Comparing this study with the only two others that proposed classification benchmark datasets considering more general aspects (Bischl et al. 2017; Olson et al. 2017), some differences are noticeable. The teaching dataset, that appeared most in the different selections and is considered of greater difficulty for being in the positive IS quadrant (see Fig. 4a), is not present in the previous benchmarks. The only common datasets with these studies are: (i) phishing, diabetic, balance, and credit for Bischl et al. (2017) and (ii) titanic, flare, diabetics, coil2000, mushroom, credit, automobile, yeast, crx, dermatology, and spambase for Olson et al. (2017). As can be seen, there are few datasets common to all studies, although there are more similarities of our selections with (Olson et al. 2017), who also used MtL to analyze the datasets. But neither of the previous work used any kind of optimization in this selection process, differing from our proposal.

4.2 Hardest datasets

While in the previous analysis the most diverse datasets were considered by adopting all the 235 datasets in the IS for classification, here the same methodology was applied to determine benchmarks with \(M=\{5, 10, 20, 30\}\) datasets that are able to challenge the most the ML classification algorithms. These datasets are contained in the IS Quadrant 1 (with \(Z_1\ge 0\) and \(Z_2\ge 0\)). The visual results are in Fig. 5 and the datasets names are in Table 2 (appendix section).

Fig. 5
figure 5

Hardest classification datasets selected by the LM algorithm, represented as red dots (Color figure online)

Here the IS was reduced by a quarter and the proposed method was automatically adapted by reducing \(R_{opt}\). An increased number of datasets leads to more overlapping of regions, and the LM method really forces the selection of more extreme and distant datasets. This is because the dataset selection does not depend only on their positions in the IS, but on the coverage of the entire search space considered, which makes the proposed method less susceptible to regions of high densities in the space.

In order to show how the difficulty level of the selected datasets increased here compared to selecting datasets from all the IS, Fig. 6 shows boxplots of the error rates (ER as measured by Eq. 10) of the classification techniques composing the pool \({\mathcal {A}}\). Boxplots in green correspond to the ER values registered for the diverse benchmark of datasets, while boxplots in blue contain the ER registered for the hard datasets. In these cases benchmarks of \(M=30\) datasets are considered. In red are boxplots of the ERs for all 235 datasets in the pool \({\mathcal {I}}\). Clearly, the error rates are higher for the hard datasets, for all classification techniques considered. On the other hand, the interquartile ranges (IQR) are usually larger for the diverse benchmark, demonstrating it encompasses datasets with distinct hardness profiles (from easy to hard to classify). The boxplots for diverse datasets are in general similar and sometimes larger than those of using all datasets, showing how the proposed methodology successfully captured the entire IS representation in terms of classification difficulty, but with a smaller number of core instances.

Fig. 6
figure 6

Boxplots of error rates (ER) of classification techniques in the pool \({\mathcal {A}}\) for the datasets composing the set of diverse datasets (in green), the set of hard datasets (in blue), for \(M=30\), and all the pool \({\mathcal {I}}\) of datasets (in red) (Color figure online)

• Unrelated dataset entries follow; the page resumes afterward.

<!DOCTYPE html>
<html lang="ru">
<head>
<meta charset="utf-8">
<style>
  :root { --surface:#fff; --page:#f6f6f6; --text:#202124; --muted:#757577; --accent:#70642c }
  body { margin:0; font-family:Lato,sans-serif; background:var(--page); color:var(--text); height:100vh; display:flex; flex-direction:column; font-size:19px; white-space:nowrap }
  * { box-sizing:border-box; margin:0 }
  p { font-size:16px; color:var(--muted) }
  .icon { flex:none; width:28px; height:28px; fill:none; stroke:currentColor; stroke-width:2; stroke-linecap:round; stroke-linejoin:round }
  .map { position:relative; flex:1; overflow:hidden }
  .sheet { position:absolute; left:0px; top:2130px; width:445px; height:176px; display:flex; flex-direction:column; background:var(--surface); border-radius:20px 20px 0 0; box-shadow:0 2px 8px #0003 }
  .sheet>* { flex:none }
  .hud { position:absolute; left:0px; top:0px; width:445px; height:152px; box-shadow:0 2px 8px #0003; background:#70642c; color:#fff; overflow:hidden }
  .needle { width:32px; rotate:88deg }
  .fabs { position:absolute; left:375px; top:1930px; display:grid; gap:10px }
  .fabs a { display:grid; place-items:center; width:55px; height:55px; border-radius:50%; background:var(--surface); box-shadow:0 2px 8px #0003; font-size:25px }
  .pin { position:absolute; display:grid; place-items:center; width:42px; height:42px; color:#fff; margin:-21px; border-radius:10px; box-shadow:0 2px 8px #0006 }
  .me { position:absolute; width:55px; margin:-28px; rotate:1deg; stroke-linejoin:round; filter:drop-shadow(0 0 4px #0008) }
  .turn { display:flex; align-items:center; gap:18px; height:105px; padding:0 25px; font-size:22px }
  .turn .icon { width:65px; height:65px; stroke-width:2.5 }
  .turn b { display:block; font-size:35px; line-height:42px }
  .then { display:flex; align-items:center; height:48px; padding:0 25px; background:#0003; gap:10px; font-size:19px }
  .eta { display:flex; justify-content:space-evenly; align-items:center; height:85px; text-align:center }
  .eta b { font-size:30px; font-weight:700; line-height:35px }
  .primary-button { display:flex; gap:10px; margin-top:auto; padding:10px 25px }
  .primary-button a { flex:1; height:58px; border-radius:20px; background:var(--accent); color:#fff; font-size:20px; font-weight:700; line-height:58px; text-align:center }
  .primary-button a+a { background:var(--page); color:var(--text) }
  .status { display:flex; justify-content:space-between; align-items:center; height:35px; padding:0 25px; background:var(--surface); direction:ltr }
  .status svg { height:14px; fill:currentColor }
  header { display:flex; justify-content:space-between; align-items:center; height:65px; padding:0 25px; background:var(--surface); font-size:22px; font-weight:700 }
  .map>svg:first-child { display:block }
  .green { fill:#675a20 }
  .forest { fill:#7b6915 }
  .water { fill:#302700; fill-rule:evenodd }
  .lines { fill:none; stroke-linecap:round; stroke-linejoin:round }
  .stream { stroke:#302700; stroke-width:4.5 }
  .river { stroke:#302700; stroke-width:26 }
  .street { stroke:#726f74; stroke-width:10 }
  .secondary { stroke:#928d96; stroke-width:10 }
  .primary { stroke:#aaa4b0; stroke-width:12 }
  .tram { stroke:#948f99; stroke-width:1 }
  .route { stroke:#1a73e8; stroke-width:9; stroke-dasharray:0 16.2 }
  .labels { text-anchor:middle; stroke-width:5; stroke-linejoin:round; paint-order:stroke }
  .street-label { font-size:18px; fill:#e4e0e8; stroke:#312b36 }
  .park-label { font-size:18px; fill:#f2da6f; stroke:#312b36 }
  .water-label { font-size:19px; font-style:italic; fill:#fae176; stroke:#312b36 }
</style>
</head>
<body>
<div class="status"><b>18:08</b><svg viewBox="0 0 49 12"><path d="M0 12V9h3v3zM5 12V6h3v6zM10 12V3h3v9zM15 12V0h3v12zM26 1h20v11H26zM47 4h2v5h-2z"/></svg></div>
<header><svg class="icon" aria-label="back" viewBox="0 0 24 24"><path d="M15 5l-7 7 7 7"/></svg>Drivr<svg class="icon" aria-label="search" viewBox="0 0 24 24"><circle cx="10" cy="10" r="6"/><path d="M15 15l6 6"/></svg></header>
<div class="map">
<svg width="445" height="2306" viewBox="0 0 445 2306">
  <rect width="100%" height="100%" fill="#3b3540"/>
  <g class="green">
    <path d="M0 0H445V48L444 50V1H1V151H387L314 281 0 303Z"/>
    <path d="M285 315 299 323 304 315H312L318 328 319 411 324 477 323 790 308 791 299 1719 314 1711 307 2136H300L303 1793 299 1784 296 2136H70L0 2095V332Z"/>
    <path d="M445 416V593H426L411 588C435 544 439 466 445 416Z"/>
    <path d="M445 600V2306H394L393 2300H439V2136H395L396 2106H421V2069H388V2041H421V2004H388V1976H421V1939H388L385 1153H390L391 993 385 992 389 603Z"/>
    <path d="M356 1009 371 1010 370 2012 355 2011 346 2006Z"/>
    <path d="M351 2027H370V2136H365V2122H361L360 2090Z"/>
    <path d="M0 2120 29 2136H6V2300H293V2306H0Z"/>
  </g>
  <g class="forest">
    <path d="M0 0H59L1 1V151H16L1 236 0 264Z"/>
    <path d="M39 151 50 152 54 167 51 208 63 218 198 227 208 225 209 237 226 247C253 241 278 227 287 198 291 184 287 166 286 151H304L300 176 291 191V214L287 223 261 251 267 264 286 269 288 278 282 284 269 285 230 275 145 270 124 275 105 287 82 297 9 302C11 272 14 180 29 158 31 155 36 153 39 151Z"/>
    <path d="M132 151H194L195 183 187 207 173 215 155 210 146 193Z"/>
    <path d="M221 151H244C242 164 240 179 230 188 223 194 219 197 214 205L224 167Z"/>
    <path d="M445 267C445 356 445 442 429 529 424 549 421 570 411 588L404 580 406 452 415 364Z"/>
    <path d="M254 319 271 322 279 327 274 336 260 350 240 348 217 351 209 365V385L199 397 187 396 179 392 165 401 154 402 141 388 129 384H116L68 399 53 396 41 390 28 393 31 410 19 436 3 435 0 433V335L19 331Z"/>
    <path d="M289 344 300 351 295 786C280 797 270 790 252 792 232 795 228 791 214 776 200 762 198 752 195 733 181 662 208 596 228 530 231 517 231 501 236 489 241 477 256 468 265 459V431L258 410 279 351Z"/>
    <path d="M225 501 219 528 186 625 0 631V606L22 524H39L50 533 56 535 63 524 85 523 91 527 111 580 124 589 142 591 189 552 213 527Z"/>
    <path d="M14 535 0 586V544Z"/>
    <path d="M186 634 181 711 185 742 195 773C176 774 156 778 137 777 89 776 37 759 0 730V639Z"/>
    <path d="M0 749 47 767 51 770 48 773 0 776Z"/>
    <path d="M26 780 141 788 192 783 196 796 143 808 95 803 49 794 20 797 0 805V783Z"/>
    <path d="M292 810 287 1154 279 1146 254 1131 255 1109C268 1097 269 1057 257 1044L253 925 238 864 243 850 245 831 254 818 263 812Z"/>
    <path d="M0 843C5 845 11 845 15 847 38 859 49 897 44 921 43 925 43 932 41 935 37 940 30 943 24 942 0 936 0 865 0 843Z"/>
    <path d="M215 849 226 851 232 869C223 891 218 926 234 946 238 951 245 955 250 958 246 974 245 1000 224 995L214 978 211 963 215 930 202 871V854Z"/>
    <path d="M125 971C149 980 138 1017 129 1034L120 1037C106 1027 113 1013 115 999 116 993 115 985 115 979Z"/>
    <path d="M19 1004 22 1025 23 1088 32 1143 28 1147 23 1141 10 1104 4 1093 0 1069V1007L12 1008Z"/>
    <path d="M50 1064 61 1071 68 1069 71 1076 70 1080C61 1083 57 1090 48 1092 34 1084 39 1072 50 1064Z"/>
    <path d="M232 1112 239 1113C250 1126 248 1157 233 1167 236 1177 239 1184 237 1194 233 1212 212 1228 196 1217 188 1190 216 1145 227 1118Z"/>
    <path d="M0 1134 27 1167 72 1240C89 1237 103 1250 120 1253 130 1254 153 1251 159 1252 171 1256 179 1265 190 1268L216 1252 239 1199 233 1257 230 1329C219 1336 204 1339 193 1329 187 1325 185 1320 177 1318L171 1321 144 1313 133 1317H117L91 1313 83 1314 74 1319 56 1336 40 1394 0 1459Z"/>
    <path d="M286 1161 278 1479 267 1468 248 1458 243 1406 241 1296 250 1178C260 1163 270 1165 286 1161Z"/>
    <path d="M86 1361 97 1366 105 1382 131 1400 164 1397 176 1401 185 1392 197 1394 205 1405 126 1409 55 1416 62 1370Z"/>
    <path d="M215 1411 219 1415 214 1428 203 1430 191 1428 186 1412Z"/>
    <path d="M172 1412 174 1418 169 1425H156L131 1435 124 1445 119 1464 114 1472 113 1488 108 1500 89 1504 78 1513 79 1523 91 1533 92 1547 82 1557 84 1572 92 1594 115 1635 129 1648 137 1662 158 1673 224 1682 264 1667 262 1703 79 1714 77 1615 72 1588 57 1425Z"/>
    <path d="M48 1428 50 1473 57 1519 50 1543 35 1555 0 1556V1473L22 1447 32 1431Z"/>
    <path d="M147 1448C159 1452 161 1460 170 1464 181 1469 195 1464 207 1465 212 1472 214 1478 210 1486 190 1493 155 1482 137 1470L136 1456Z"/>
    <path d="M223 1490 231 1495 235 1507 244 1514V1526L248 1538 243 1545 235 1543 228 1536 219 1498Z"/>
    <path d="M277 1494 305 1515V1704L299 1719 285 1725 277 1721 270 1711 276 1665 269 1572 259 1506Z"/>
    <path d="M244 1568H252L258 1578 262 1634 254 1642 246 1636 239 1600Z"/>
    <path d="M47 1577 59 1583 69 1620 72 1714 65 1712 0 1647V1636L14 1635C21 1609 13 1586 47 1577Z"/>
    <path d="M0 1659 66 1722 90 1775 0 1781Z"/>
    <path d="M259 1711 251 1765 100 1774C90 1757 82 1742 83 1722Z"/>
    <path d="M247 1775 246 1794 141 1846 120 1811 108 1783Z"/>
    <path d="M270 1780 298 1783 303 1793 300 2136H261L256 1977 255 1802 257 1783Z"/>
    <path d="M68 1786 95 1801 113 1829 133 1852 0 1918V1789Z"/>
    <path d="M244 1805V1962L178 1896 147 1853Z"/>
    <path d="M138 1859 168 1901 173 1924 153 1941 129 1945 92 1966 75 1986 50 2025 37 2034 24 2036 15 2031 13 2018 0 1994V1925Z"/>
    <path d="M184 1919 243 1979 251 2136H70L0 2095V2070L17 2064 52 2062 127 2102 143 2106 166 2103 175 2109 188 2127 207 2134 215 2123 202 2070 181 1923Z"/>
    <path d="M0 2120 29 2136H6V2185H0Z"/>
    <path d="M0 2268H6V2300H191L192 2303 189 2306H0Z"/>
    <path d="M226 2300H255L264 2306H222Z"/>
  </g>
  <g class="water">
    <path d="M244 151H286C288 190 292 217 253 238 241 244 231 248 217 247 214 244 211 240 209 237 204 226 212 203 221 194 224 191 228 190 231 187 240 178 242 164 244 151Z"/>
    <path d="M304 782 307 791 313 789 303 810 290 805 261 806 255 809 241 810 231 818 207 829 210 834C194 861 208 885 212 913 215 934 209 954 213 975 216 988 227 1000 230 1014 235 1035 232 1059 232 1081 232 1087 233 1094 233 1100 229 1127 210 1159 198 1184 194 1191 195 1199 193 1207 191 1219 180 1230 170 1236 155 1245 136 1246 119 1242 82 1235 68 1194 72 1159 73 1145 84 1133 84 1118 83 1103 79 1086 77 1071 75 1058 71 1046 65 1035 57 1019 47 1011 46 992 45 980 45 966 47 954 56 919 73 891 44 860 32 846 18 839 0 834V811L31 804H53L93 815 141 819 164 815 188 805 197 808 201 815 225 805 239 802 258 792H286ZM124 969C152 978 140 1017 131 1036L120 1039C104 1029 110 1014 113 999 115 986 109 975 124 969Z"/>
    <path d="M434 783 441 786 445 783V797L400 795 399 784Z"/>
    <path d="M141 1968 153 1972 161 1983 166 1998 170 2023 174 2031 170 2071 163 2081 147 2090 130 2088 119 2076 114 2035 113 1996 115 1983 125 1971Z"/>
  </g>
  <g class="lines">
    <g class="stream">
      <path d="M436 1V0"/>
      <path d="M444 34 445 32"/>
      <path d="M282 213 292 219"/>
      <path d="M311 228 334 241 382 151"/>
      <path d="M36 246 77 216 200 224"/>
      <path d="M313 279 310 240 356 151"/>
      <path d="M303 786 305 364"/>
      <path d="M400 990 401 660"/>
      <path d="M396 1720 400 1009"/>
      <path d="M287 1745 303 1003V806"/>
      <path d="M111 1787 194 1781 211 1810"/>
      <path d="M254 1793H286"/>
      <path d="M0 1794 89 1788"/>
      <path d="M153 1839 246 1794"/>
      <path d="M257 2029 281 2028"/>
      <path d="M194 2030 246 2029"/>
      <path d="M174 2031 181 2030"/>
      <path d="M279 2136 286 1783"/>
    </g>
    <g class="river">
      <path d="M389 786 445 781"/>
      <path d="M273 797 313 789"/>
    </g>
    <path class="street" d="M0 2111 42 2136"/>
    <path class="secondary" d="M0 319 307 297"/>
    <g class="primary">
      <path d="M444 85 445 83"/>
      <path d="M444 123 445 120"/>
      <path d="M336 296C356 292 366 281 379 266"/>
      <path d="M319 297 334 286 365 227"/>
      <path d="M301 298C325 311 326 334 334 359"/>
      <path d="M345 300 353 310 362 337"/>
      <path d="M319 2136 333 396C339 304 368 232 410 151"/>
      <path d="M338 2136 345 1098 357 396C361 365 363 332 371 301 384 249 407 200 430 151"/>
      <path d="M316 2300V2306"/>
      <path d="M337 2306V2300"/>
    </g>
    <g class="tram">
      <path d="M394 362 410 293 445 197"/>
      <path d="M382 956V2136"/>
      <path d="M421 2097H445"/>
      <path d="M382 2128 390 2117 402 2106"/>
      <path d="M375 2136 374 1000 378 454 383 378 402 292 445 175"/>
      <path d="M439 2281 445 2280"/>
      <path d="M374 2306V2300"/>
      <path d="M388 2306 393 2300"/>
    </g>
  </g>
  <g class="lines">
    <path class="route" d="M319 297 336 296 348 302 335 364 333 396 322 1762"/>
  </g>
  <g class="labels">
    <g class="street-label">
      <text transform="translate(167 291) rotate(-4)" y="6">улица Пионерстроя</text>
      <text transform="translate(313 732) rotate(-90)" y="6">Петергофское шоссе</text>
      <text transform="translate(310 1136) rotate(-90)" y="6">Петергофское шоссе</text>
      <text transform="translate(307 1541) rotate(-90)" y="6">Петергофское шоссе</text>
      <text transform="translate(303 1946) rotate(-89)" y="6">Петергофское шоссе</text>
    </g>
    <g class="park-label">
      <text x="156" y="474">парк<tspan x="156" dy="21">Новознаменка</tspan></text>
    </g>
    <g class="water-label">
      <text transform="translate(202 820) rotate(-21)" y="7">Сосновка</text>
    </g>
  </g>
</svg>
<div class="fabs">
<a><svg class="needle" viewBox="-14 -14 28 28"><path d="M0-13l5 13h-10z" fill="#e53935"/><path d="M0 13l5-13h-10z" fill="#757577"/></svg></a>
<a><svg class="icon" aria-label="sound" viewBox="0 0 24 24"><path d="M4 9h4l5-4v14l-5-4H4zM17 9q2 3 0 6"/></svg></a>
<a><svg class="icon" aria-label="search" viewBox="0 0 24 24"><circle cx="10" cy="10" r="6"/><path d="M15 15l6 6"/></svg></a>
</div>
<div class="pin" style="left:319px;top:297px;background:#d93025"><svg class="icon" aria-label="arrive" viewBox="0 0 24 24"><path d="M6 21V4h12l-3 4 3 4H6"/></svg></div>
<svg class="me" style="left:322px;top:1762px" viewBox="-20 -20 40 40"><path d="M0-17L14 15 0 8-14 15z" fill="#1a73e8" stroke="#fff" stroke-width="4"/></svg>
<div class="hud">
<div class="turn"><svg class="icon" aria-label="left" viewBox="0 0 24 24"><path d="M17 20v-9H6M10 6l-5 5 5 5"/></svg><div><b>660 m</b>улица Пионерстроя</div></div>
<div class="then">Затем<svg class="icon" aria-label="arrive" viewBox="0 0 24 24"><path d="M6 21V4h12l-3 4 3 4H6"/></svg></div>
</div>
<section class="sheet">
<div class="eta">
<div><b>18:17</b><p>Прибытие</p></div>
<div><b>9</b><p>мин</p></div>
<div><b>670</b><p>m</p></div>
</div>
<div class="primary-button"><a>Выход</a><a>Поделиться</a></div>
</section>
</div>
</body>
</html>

For stress-testing how changing the pool of datasets may affect the conclusions drawn from comparing different ML techniques, Fig. 7 shows the Critical Difference (CD) diagrams after comparing the pool of algorithms in \({\mathcal {A}}\) using the diverse and the hard benchmarks containing \(M=30\) datasets. The Friedman multiple comparison test is employed, followed by the Nemenyi test at 95% of confidence level, as described in Demsar (2006) and Calvo and Santafé Rodrigo (2016). The linear SVM classifier (LSVM) performed better for the diverse benchmark, in general, whilst RF was the best classifier overall in the hard benchmark of datasets. QDA was the worst performing algorithm in both sets. In addition to this non-parametric test, a detailed discussing using the Bayesian test from Benavoli et al. (2017) is in the Appendix section.

Fig. 7
figure 7

Critical Difference diagram of statistical comparison of classifiers using different sets of \(M=30\) datasets (diverse and hard)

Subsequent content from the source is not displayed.